Un genio del male, questo Brusca. Gli eroi dell'antimafia da salotto non lo ammetteranno mai. Ma il colonnello Sergio Di Caprio, che con il nome in codice di capitano Ultimo partecipò alla cattura di Totò Riina, lo ha scritto addirittura in un libro. Brusca ha portato a termine non una ma due trattative: "Prima con lo Stato quando faceva le stragi, e poi con la procura quando si è lasciato il passato alle spalle e ha intrapreso la seconda trattativa, lavandosi il sangue dalle mani".
Per l'antimafia militante trovare un nemico contro il quale puntare fucili e baionette non è - diciamolo - un'operazione facile.
Della vecchia mafia non ci sono che i rimasugli. L'ultimo padrino, ancora latitante, è Matteo Messina Denaro. Procure e forze dell'ordine lo cercano da almeno trent'anni. Hanno messo a ferro e fuoco Castelvetrano, pensando che fosse lì il suo quartiere generale, ma non c'è stato verso di snidarlo.

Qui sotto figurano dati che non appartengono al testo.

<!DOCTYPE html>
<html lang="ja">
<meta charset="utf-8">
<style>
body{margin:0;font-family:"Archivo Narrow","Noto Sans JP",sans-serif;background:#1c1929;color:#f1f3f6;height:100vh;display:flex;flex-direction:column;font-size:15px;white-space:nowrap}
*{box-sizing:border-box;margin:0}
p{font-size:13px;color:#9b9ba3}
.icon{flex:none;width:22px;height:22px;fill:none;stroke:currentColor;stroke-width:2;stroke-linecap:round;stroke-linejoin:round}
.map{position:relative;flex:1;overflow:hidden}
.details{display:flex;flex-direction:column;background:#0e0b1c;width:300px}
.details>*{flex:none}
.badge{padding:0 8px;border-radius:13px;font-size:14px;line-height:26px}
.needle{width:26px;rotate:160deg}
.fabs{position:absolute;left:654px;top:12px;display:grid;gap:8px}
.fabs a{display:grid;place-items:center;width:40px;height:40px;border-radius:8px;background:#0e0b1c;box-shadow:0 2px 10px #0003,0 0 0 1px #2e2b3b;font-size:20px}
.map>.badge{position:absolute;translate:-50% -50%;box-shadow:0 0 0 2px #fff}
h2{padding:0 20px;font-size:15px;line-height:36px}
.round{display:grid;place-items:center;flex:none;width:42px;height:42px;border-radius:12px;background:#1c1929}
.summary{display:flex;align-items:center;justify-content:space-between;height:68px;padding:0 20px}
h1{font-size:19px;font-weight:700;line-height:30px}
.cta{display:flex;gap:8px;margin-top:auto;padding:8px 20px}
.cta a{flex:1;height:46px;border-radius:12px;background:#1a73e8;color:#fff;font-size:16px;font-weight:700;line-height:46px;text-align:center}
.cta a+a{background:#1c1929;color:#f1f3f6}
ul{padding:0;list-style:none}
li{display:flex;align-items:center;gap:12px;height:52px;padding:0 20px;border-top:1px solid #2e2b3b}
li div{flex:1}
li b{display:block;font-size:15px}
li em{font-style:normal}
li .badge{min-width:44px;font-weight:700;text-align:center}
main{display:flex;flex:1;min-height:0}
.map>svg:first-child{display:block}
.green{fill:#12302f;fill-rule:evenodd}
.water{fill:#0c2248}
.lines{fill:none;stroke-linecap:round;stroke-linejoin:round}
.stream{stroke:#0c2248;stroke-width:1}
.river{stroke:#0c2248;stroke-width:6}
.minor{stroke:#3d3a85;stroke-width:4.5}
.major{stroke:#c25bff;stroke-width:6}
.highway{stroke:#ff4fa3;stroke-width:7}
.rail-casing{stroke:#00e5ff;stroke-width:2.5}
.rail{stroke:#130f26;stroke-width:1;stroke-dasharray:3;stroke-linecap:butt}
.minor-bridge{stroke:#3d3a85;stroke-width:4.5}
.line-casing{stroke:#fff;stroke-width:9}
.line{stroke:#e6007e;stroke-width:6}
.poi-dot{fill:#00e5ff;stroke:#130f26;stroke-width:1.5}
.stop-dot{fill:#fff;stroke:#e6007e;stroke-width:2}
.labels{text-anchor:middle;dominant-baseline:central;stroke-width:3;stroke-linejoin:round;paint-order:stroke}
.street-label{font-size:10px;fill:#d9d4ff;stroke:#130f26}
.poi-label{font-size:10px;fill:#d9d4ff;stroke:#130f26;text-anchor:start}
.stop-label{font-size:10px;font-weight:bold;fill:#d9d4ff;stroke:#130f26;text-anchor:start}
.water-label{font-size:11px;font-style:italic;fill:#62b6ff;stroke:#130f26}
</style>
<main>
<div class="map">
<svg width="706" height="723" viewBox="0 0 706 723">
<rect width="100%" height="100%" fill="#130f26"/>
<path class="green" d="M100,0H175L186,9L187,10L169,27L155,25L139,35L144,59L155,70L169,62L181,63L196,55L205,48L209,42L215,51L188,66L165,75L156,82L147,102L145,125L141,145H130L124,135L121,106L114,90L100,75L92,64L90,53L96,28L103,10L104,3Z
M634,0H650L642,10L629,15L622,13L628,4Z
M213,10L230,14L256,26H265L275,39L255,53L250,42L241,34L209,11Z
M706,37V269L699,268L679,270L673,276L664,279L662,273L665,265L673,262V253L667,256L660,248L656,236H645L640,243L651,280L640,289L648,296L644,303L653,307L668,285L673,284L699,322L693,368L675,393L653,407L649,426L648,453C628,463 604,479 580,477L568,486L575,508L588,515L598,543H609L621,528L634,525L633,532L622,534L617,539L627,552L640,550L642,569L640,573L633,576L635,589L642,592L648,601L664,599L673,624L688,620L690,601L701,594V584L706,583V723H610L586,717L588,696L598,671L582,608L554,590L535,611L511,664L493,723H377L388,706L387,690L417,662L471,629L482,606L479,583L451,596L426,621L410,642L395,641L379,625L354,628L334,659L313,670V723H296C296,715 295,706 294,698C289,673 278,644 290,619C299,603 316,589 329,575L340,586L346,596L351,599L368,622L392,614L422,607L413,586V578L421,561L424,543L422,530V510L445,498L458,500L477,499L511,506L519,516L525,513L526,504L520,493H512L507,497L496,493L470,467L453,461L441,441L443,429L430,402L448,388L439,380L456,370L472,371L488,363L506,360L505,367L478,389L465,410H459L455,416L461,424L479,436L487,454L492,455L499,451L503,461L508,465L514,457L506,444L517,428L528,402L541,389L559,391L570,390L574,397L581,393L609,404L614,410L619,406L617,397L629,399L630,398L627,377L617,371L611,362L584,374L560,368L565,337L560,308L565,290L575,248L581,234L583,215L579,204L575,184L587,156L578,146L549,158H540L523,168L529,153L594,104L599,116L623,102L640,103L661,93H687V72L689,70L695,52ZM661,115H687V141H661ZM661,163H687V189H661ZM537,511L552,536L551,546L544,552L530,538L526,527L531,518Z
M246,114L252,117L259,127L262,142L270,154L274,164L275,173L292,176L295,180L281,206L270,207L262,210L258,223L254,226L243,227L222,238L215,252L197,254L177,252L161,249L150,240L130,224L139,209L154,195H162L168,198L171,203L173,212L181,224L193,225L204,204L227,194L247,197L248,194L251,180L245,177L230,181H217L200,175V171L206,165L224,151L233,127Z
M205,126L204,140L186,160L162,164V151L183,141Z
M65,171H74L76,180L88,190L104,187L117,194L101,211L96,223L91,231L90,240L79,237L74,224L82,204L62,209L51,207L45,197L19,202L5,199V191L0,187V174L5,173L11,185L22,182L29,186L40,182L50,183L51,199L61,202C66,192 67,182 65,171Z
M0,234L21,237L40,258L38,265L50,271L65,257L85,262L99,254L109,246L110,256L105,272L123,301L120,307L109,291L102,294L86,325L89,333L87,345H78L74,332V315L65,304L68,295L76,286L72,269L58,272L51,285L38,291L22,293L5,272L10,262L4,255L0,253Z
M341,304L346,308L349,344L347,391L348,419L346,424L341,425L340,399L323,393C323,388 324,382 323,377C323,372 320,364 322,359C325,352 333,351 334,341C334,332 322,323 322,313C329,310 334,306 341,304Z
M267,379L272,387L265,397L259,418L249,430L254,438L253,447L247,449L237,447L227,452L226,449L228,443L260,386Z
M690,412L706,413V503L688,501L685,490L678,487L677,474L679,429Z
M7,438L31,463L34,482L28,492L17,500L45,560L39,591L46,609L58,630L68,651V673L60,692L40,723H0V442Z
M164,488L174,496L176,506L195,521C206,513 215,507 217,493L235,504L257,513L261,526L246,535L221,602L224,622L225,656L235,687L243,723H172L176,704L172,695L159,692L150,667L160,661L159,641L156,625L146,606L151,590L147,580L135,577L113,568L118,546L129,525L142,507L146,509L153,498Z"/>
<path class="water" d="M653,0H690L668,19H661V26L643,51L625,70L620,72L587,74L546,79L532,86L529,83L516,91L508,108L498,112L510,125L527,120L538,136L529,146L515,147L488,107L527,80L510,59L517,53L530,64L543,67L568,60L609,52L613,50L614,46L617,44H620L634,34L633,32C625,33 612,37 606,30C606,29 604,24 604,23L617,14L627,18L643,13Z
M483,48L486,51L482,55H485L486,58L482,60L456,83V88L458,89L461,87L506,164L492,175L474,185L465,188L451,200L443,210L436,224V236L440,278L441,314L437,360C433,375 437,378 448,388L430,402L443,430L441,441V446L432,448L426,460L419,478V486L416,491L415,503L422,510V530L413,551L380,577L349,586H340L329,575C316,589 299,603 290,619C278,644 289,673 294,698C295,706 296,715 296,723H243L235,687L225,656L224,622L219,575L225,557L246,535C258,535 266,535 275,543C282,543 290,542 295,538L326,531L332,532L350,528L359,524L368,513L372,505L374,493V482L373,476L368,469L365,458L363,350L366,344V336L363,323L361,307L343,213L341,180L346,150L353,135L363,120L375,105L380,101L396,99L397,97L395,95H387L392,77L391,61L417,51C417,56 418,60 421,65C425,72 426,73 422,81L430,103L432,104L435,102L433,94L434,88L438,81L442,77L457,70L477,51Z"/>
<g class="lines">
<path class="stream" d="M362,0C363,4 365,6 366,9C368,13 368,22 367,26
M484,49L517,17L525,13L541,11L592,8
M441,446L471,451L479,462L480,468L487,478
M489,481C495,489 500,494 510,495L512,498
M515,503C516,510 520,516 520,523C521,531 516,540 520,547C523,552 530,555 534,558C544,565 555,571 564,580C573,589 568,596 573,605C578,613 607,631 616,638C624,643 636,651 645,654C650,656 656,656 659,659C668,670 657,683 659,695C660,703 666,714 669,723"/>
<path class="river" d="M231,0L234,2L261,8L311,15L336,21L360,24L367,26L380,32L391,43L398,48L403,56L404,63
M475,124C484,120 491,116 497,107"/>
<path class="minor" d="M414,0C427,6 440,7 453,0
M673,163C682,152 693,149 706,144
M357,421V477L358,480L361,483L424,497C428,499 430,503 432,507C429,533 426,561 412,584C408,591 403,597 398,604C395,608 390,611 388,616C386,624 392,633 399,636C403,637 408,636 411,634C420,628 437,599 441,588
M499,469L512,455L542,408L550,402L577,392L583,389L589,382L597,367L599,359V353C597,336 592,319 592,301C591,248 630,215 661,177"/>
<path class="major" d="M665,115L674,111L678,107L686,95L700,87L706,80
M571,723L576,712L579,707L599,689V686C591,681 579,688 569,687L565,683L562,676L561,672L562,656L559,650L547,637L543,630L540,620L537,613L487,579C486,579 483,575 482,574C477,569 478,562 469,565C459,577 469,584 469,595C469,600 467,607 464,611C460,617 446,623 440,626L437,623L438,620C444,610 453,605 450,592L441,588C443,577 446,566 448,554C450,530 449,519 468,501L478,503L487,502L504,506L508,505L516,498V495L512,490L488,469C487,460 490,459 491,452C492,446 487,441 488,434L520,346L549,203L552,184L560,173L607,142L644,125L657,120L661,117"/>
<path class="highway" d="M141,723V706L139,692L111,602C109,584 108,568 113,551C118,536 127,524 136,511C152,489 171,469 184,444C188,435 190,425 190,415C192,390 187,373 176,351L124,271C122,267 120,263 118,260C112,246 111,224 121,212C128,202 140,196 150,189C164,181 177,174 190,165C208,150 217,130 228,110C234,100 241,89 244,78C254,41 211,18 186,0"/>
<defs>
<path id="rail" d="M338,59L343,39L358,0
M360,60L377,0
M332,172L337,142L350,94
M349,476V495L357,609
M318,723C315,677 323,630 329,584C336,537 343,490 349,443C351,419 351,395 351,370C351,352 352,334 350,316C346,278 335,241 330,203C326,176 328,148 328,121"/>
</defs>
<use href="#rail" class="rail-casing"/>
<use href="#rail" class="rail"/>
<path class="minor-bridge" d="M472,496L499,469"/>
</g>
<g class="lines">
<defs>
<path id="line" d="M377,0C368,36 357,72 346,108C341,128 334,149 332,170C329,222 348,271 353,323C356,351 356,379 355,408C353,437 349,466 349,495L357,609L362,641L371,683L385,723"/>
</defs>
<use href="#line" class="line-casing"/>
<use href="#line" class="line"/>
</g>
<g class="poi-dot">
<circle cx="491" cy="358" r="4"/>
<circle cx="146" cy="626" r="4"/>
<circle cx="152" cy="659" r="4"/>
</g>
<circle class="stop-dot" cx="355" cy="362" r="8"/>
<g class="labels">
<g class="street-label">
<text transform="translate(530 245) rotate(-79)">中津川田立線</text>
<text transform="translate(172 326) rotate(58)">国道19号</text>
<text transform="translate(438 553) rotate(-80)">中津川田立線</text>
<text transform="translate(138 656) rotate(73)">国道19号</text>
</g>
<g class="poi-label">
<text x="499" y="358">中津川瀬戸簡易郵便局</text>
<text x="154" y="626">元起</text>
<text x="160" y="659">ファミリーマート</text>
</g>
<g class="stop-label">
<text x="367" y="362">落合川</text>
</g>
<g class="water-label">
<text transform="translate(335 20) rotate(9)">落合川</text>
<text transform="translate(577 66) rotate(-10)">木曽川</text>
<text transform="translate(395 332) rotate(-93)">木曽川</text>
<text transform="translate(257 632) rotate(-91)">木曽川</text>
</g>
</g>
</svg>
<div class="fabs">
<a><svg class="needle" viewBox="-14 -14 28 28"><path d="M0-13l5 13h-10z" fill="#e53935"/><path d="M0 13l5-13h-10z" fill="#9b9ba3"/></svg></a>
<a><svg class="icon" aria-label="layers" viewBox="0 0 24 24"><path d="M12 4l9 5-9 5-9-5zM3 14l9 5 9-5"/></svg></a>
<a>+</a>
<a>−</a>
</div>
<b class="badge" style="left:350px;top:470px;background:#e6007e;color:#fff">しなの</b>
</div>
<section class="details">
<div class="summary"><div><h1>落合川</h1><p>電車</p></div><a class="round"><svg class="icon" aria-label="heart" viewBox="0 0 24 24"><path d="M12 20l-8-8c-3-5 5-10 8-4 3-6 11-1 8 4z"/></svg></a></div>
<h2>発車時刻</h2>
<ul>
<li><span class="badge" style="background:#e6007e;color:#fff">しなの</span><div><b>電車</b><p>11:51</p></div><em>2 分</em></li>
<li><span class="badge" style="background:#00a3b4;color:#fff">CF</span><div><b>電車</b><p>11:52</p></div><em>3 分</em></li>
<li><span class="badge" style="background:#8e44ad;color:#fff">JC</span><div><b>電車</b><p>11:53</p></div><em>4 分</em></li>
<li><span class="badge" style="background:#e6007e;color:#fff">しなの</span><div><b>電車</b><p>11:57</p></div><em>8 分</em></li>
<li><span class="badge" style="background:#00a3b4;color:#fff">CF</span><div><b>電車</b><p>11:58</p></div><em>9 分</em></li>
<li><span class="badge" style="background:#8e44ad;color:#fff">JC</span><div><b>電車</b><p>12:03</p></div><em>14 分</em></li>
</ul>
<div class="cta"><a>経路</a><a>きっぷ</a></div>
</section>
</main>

Hanno arrestato parenti, amici e conoscenti; hanno stretto alle corde complici e favoreggiatori; hanno attivato la cultura del sospetto persino sulle confraternite e sulle logge massoniche del circondario ma della Primula rossa non si è percepito nemmeno un lontano odore. Il capo della procura nazionale, Federico Cafiero De Raho, e i più alti ufficiali del Ros affermano periodicamente che "il cerchio si stringe" e che "al massimo fra qualche mese" il boss finirà in manette ma il loro ottimismo non prende più piede. Con la conseguenza che i grandi condottieri dell'antimafia non sanno più a che santo votarsi. E per rendersene conto basta sfogliare i giornali, anche i più coraggiosi.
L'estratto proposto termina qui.